This cohort study demonstrates that multimorbidity has a positive association with all-cause mortality. The results from sensitivity analyses were robust. In the LTCs ≥ 2 category, the chronic disease combination that included hypertension, diabetes, CHD, COPD, and stroke had the greatest impact on mortality. In the stratified model by age and sex, absolute all-cause mortality was higher in the age group ≥ 75 years, but the relative magnitude of the effect on mortality risk was greater among those < 75 years.
The higher all-cause mortality risk among participants with 1, 2, and ≥ 3 LTCs found in this study is consistent with previous studies that have focused on older adults[26, 27]. The study of Martinez-Gomez et al. observed significant upward trends with 1 LTC (HR 1.26), 2 LTC (HR 1.78), and ≥ 3 LTC (HR 2.27) than those without LTC. Similarly, Nunes et al. conducted a meta-analysis of 26 studies and observed similar effect sizes. And we also found that LTCs combinations were most strongly associated with all-cause mortality relative to the number of multimorbidity alone, whereas previous studies mainly focused on the role of a single disease in death, such as diabetes. Moreover, the present study found that hypertension was the most frequent occurrence, with presence in 11 of the 16 different combinations, suggesting that there may be a potential link between hypertension and a variety of chronic diseases. However, a large sample of participants aged 40 to 69 years study based on 36 chronic conditions showed that conditions such as hypertension, diabetes, and asthma were at the center of common multimorbidity. These findings suggest there is a need for further research to explore the links between these diseases and their possible interactions, which is of great significance for the guidance and treatment of multimorbidity, and also provides a theoretical basis for the formulation of health management measures and allocation of medical resources for the elderly population to some extent.
A prospective population-based cohort study of England people aged 37 to 73 years shown that participants in the younger age group 37–49 years with ≥ 4 LTCs had the highest relative risk of all-cause mortality. And we found that the association on risk of all-cause mortality with an increasing number of LTCs was particularly evident among younger age groups (< 75 vs ≥ 75 years old), which not only fills in the gap of the age of participants, but also is basically consistent with the trend of previous studies. This study found that female had a higher prevalence of multimorbidity than male, which was consistent with previous findings[29, 30]. However, the observed magnitude of mortality effect size was similar for both female and male.

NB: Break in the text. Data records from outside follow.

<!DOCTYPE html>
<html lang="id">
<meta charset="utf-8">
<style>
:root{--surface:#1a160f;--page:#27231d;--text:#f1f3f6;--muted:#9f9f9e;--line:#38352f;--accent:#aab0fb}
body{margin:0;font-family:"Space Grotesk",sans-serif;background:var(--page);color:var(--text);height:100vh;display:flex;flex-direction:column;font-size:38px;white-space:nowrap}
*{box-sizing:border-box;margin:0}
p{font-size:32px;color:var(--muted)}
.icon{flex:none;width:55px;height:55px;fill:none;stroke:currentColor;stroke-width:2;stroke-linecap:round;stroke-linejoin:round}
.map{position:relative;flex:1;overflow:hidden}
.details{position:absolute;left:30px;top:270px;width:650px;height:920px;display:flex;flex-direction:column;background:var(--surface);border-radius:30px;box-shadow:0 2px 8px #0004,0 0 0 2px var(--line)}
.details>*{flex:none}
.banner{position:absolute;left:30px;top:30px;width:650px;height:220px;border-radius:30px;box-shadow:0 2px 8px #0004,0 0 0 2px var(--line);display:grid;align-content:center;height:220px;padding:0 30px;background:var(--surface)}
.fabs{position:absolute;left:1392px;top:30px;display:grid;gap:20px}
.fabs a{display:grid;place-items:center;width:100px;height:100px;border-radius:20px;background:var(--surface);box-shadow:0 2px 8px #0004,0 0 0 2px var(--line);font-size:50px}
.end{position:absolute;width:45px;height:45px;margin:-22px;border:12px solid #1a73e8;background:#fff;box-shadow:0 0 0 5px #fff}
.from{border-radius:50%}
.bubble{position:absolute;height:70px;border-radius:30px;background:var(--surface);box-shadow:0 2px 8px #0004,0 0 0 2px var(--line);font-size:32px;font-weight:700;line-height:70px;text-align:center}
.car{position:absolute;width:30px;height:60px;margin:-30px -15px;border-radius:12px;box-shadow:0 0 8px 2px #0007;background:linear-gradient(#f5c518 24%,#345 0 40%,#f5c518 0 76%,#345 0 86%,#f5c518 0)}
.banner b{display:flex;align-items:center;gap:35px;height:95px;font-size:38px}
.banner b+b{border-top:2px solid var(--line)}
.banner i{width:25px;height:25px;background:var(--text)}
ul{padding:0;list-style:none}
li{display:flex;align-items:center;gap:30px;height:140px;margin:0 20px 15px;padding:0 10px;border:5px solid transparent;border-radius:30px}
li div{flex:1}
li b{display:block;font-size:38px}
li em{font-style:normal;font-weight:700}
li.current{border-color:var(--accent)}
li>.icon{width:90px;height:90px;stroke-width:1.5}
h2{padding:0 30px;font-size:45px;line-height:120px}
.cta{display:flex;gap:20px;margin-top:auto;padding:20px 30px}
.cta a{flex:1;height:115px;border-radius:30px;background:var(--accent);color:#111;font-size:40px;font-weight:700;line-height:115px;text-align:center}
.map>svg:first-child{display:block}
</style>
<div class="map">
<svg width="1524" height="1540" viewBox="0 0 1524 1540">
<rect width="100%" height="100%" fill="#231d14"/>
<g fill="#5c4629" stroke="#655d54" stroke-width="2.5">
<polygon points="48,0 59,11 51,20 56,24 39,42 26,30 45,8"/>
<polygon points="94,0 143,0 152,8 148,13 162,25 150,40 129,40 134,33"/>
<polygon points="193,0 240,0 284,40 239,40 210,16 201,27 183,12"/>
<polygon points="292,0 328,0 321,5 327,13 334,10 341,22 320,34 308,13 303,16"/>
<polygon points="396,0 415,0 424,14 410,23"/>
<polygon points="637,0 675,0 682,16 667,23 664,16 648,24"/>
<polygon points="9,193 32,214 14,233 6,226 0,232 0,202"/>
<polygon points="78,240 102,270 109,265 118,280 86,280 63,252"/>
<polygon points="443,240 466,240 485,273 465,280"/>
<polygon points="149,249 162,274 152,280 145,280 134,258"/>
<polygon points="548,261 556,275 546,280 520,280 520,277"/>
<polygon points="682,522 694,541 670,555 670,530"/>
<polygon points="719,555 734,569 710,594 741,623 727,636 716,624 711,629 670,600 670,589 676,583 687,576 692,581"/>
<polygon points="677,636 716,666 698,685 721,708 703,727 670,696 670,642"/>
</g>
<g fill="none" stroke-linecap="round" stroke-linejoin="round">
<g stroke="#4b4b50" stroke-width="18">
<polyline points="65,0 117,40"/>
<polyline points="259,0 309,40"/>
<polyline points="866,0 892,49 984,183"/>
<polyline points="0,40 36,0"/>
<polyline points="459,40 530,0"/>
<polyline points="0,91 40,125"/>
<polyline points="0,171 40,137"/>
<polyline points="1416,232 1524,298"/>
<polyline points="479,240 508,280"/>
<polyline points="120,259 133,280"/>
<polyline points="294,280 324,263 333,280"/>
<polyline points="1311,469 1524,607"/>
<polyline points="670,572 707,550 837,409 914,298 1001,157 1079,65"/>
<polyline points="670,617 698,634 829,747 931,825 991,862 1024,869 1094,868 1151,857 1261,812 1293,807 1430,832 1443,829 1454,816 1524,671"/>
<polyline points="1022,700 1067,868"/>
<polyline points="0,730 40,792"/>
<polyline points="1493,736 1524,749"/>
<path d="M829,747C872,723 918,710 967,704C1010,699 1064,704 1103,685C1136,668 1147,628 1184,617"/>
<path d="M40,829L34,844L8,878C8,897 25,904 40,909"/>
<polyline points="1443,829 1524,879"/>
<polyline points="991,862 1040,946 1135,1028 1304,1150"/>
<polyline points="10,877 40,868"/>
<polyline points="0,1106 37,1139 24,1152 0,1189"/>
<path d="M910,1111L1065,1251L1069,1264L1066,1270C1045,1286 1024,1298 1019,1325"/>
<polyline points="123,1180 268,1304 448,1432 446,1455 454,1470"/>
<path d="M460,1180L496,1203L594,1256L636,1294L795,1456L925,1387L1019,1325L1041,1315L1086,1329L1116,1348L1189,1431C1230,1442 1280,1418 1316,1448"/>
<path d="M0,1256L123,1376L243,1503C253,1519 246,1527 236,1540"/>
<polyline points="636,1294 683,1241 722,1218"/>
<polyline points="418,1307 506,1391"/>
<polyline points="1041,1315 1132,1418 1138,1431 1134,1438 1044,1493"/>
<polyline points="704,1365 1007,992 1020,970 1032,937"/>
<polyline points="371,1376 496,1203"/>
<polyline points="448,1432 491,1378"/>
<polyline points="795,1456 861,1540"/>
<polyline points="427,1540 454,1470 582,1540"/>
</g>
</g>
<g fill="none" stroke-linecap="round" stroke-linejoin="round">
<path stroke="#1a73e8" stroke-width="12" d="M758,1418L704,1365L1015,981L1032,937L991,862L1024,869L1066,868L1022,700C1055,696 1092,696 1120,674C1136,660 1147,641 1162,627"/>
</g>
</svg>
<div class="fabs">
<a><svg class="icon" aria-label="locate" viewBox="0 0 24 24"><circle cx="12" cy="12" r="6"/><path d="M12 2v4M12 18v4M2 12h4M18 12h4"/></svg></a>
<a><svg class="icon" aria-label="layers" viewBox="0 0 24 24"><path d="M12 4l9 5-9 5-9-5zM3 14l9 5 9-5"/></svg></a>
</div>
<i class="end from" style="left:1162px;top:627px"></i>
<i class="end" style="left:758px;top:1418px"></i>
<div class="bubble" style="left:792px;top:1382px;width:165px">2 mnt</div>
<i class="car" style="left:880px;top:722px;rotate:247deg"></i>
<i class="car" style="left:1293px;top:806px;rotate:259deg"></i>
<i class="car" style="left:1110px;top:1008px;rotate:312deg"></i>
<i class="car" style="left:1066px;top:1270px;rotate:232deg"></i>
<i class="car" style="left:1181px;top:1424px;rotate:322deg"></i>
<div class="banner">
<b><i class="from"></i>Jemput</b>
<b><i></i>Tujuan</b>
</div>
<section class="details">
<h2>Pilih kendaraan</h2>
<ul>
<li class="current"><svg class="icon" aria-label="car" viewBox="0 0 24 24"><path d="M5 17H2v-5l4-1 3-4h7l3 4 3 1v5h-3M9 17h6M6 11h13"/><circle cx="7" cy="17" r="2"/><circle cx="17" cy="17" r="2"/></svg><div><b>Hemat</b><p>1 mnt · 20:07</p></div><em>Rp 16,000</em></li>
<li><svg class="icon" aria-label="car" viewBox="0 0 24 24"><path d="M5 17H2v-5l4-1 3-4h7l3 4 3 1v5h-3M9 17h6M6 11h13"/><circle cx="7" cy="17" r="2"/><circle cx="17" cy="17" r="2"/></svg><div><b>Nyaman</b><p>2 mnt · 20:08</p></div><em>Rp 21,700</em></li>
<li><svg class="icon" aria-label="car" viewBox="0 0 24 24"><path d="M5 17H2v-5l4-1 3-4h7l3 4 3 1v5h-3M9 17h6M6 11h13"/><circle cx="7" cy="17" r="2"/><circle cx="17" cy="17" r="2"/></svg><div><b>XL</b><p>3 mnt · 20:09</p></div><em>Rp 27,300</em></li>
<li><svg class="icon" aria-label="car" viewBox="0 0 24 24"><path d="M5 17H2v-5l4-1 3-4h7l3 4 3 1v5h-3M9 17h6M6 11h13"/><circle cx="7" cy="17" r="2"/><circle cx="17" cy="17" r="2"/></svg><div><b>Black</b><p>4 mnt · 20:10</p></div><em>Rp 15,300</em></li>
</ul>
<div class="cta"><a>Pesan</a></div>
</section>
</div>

Potential explanations for the phenomenon are that females are generally more sensitized to their health, more likely to report more conditions, and more likely to engage in preventive health behavior. These findings suggest the need for early intervention to manage and prevent chronic diseases and to reduce the prevalence of multiple diseases as much as possible.
Studies have shown that the causes of death from multimorbidity can be attributed to 4 major underlying risk factors: smoking, alcohol consumption, underweight, and physical inactivity[11, 33]. While previous studies found that smoking was a risk factor for all-cause mortality, our results found no statistically significant difference, which is possibly explained by the quitter bias (people may stop smoking because they are in poor health and may be advised not to continue). The results of the risk study on alcohol consumption were basically consistent with the results of Ortolá et al., which showed that there was no statistically significant difference in mortality between light-to-moderate alcohol consumption and no alcohol consumption among people over 60 years old. As well, we found the greater all-cause mortality risk among persons with underweight (BMI < 18.5 kg/m2) in this study, which agreed with previous studies[21, 35, 36]. In addition, this study suggests that physical activity is associated with a lower mortality risk, and the underlying mechanism behind this finding may be that physical activity delays disease progression by preventing many chronic diseases, including diabetes, cardiovascular and respiratory diseases, and some types of cancer. Therefore, once any of these chronic conditions is diagnosed, physical activity is often incorporated into treatment plans to improve quality of life and survival[26, 37, 38].
Our study has several strengths. First, the determination of chronic diseases was relatively accurate and comprehensive, including the self-reported condition of participants and the diagnosis made by the physician based on the professional comprehensive examination. Second, our study was also novel in that we explored combinations of multimorbidity that were associated with the highest risk of death. In addition, it is more convincing to assess the relationship between multimorbidity and all-cause mortality based on a large sample size. Finally, the main results remained robust after conducting sensitivity analyses. However, the study has some limitations. Since we included only seven chronic diseases registered at baseline, some other diseases associated with older people such as hyperlipidemia and arthritis could not be taken into account, which may underestimate the prevalence of many diseases in this study, and there was no way to estimate the severity of conditions as well. Another restriction is that our participants were people over 65 years, which should caution generalizing our findings to younger age groups. In addition, although we adjusted for various covariates, there is still a possibility of residual confounding, such as diet factors. Last, recall bias is unavoidable in self-reported information.